◆ TASK OBJECTIVE
Reproduce every entry that follows word for word, but omit the images.

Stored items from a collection
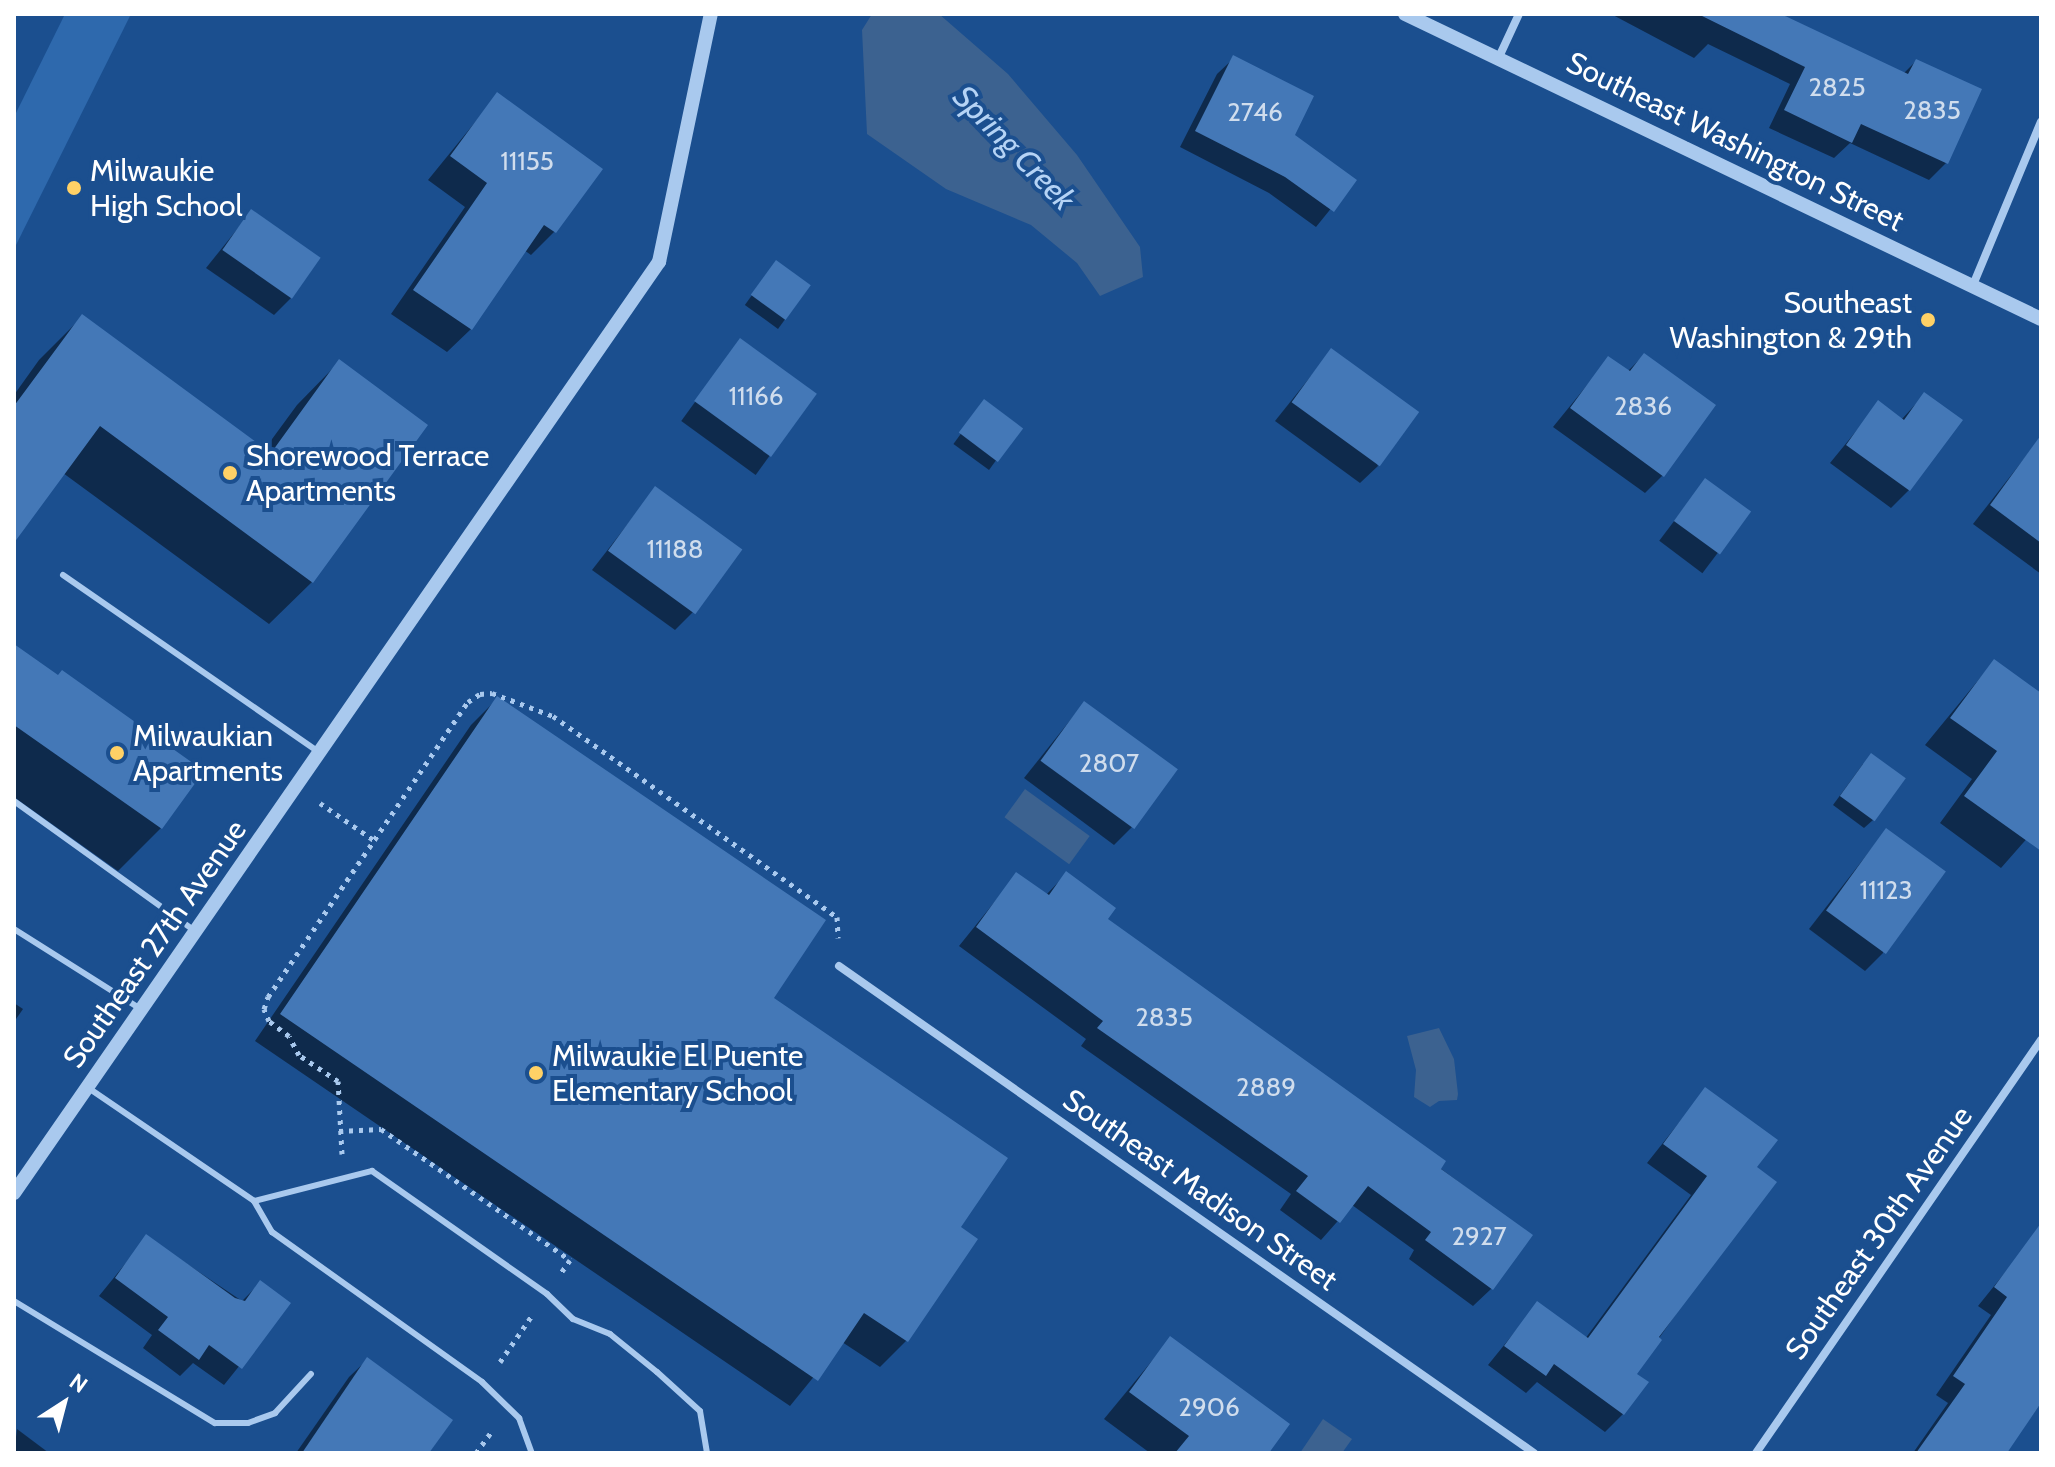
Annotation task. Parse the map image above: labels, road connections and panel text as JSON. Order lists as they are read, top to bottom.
{
  "streets": {
    "street": [
      "Southeast Washington Street",
      "Southeast 27th Avenue",
      "Southeast Madison Street",
      "Southeast 30th Avenue"
    ]
  },
  "water": ["Spring Creek"],
  "places": [
    "Milwaukie High School",
    "Southeast Washington & 29th",
    "Shorewood Terrace Apartments",
    "Milwaukian Apartments",
    "Milwaukie El Puente Elementary School"
  ],
  "house_numbers": [
    "2825",
    "2835",
    "2746",
    "11155",
    "11166",
    "2836",
    "11188",
    "2807",
    "11123",
    "2835",
    "2889",
    "2927",
    "2906"
  ],
  "north": "top right"
}
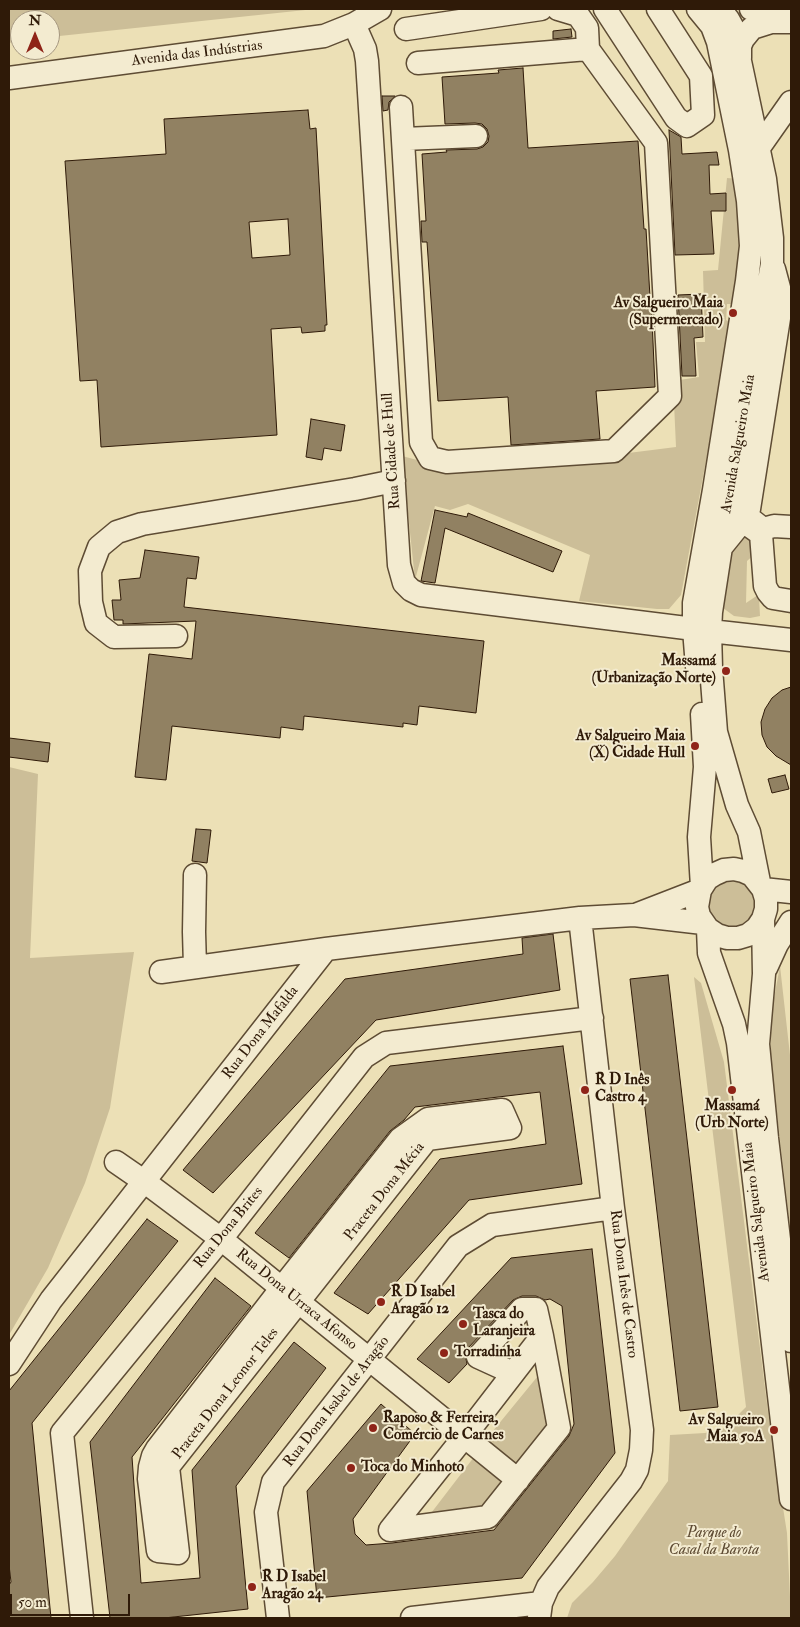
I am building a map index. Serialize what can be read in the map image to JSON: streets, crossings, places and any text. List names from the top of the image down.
{
  "streets": {
    "street": [
      "Avenida das Indústrias",
      "Avenida Salgueiro Maia",
      "Rua Cidade de Hull",
      "Rua Dona Mafalda",
      "Praceta Dona Mécia",
      "Rua Dona Brites",
      "Rua Dona Inês de Castro",
      "Rua Dona Urraca Afonso",
      "Praceta Dona Leonor Teles",
      "Rua Dona Isabel de Aragão"
    ]
  },
  "crossings": [
    ["Avenida das Indústrias", "Rua Cidade de Hull"],
    ["Avenida Salgueiro Maia", "Rua Cidade de Hull"],
    ["Rua Dona Mafalda", "Rua Dona Urraca Afonso"],
    ["Praceta Dona Mécia", "Rua Dona Urraca Afonso"],
    ["Praceta Dona Mécia", "Praceta Dona Leonor Teles"],
    ["Rua Dona Brites", "Rua Dona Inês de Castro"],
    ["Rua Dona Brites", "Rua Dona Urraca Afonso"],
    ["Rua Dona Inês de Castro", "Rua Dona Isabel de Aragão"],
    ["Rua Dona Urraca Afonso", "Praceta Dona Leonor Teles"],
    ["Rua Dona Urraca Afonso", "Rua Dona Isabel de Aragão"]
  ],
  "parks": ["Parque do Casal da Barota"],
  "places": [
    "Av Salgueiro Maia (Supermercado)",
    "Massamá (Urbanização Norte)",
    "Av Salgueiro Maia (X) Cidade Hull",
    "R D Inês Castro 4",
    "Massamá (Urb Norte)",
    "R D Isabel Aragão 12",
    "Tasca do Laranjeira",
    "Torradinha",
    "Raposo & Ferreira, Comércio de Carnes",
    "Av Salgueiro Maia 50A",
    "Toca do Minhoto",
    "R D Isabel Aragão 24"
  ],
  "scale_bar": "50 m",
  "north": "top"
}
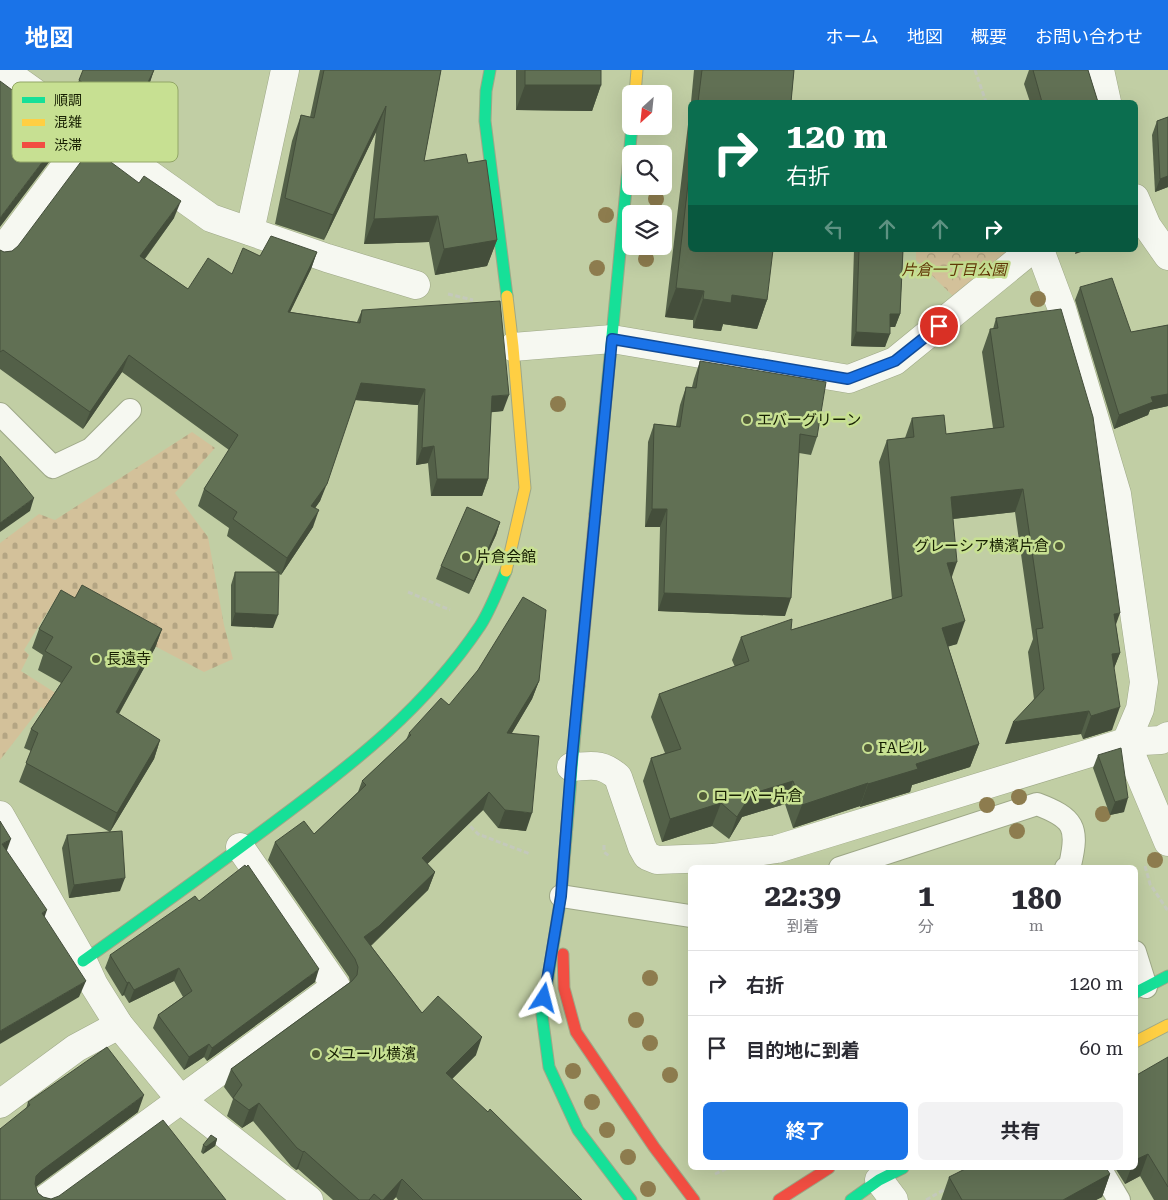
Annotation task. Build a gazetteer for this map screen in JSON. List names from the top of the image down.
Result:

◆ COMPLETED EXERCISE
Annotation task. Parse the map image above: labels, road connections and panel text as JSON. Order lists as they are read, top to bottom.
{
  "streets": {
    "street": [
      "Southeast Washington Street",
      "Southeast 27th Avenue",
      "Southeast Madison Street",
      "Southeast 30th Avenue"
    ]
  },
  "water": ["Spring Creek"],
  "places": [
    "Milwaukie High School",
    "Southeast Washington & 29th",
    "Shorewood Terrace Apartments",
    "Milwaukian Apartments",
    "Milwaukie El Puente Elementary School"
  ],
  "house_numbers": [
    "2825",
    "2835",
    "2746",
    "11155",
    "11166",
    "2836",
    "11188",
    "2807",
    "11123",
    "2835",
    "2889",
    "2927",
    "2906"
  ],
  "north": "top right"
}
I am building a map index. Serialize what can be read in the map image to JSON: streets, crossings, places and any text. List names from the top of the image down.
{
  "streets": {
    "street": [
      "Avenida das Indústrias",
      "Avenida Salgueiro Maia",
      "Rua Cidade de Hull",
      "Rua Dona Mafalda",
      "Praceta Dona Mécia",
      "Rua Dona Brites",
      "Rua Dona Inês de Castro",
      "Rua Dona Urraca Afonso",
      "Praceta Dona Leonor Teles",
      "Rua Dona Isabel de Aragão"
    ]
  },
  "crossings": [
    ["Avenida das Indústrias", "Rua Cidade de Hull"],
    ["Avenida Salgueiro Maia", "Rua Cidade de Hull"],
    ["Rua Dona Mafalda", "Rua Dona Urraca Afonso"],
    ["Praceta Dona Mécia", "Rua Dona Urraca Afonso"],
    ["Praceta Dona Mécia", "Praceta Dona Leonor Teles"],
    ["Rua Dona Brites", "Rua Dona Inês de Castro"],
    ["Rua Dona Brites", "Rua Dona Urraca Afonso"],
    ["Rua Dona Inês de Castro", "Rua Dona Isabel de Aragão"],
    ["Rua Dona Urraca Afonso", "Praceta Dona Leonor Teles"],
    ["Rua Dona Urraca Afonso", "Rua Dona Isabel de Aragão"]
  ],
  "parks": ["Parque do Casal da Barota"],
  "places": [
    "Av Salgueiro Maia (Supermercado)",
    "Massamá (Urbanização Norte)",
    "Av Salgueiro Maia (X) Cidade Hull",
    "R D Inês Castro 4",
    "Massamá (Urb Norte)",
    "R D Isabel Aragão 12",
    "Tasca do Laranjeira",
    "Torradinha",
    "Raposo & Ferreira, Comércio de Carnes",
    "Av Salgueiro Maia 50A",
    "Toca do Minhoto",
    "R D Isabel Aragão 24"
  ],
  "scale_bar": "50 m",
  "north": "top"
}
Annotation task. Build a gazetteer for this map screen in JSON. List names from the top of the image down.
Result:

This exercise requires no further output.